Unbeknownst to me, my relationship with my wife and kids was suffering. I’d find myself checking notifications, always forming my next joke in my head and rushing to get it written down before I forgot it. My addiction got so bad that even my oldest daughter started calling me “Mr. Twitter” and “Twitter man.” That should have been eye opening enough to make me scale back my social media usage, but it wasn’t. I tried to put the phone down, but I was pulled to the instant ability to chat and interact with hundreds of other parents. The ability to share my stories, jokes, failures and wins as a father was too much for me to resist.
Unfortunately, I failed to see that my little “twitter” kingdom was slowly eroding away my real kingdom. I wasn’t being the father I needed to be to my 3 children. I wasn’t the man and husband my wife needed and was desperately missing. Multiple times I found myself not paying the proper attention to my kids, only to be slapped with cold reality when they almost hurt themselves. For months my wife felt like a bystander in our relationship.
Looking back on it all, I wish she had opened up to me earlier instead of holding in her frustrations, fears and anxiety. She wore a happy face for me and our kids, but it wasn’t genuine. Behind her beautiful brown eyes was a broken and frustrated woman, a wife who felt neglected, alone and scared. She missed me. She missed us, and I refused to see our ship was sinking. A few days after Christmas, December 28th 2018 to be exact, was the breaking point. My wife needed me, and I wasn’t there for her. Emotionally and spiritually I had been absent long enough.

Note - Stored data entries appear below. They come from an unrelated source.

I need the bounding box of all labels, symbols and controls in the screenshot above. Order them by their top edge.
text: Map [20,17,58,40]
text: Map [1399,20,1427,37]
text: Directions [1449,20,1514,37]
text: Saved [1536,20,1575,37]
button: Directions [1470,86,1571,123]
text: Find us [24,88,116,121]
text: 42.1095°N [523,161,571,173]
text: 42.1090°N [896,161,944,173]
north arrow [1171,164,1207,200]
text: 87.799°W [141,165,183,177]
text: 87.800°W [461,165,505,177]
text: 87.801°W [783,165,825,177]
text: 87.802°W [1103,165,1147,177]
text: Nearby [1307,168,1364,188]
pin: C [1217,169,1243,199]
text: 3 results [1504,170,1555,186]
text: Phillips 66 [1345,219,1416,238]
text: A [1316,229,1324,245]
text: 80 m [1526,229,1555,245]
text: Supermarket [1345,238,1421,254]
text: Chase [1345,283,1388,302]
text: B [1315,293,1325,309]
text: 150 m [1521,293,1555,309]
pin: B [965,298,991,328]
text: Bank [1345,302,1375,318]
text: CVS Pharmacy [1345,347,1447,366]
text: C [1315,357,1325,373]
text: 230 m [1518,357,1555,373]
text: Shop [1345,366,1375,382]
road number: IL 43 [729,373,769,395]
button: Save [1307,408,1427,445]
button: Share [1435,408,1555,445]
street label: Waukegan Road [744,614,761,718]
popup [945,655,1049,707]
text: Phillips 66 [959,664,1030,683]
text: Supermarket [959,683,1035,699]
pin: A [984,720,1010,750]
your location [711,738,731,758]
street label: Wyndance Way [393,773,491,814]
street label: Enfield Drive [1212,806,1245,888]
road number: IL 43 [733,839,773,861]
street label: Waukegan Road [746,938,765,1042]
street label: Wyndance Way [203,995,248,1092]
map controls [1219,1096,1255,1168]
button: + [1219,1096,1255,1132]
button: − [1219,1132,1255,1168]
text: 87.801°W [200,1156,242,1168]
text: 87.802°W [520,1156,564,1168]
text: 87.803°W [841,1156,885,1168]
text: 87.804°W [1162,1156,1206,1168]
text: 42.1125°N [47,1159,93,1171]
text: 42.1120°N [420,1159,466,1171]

On that day I finally saw and realized all the damage I had done to her and to us. I deactivated my account that day and I have not looked back. Our relationship since that day has blossomed again. We’ve reconnected like we hadn’t in years. Even now, two months later I’m still rebuilding our relationship back to where it was pre-addiction. I’m finally “seeing” my wife again. After 10 long months I was again becoming the father and husband I was before I briefly lost myself down the twitter “rabbit hole.”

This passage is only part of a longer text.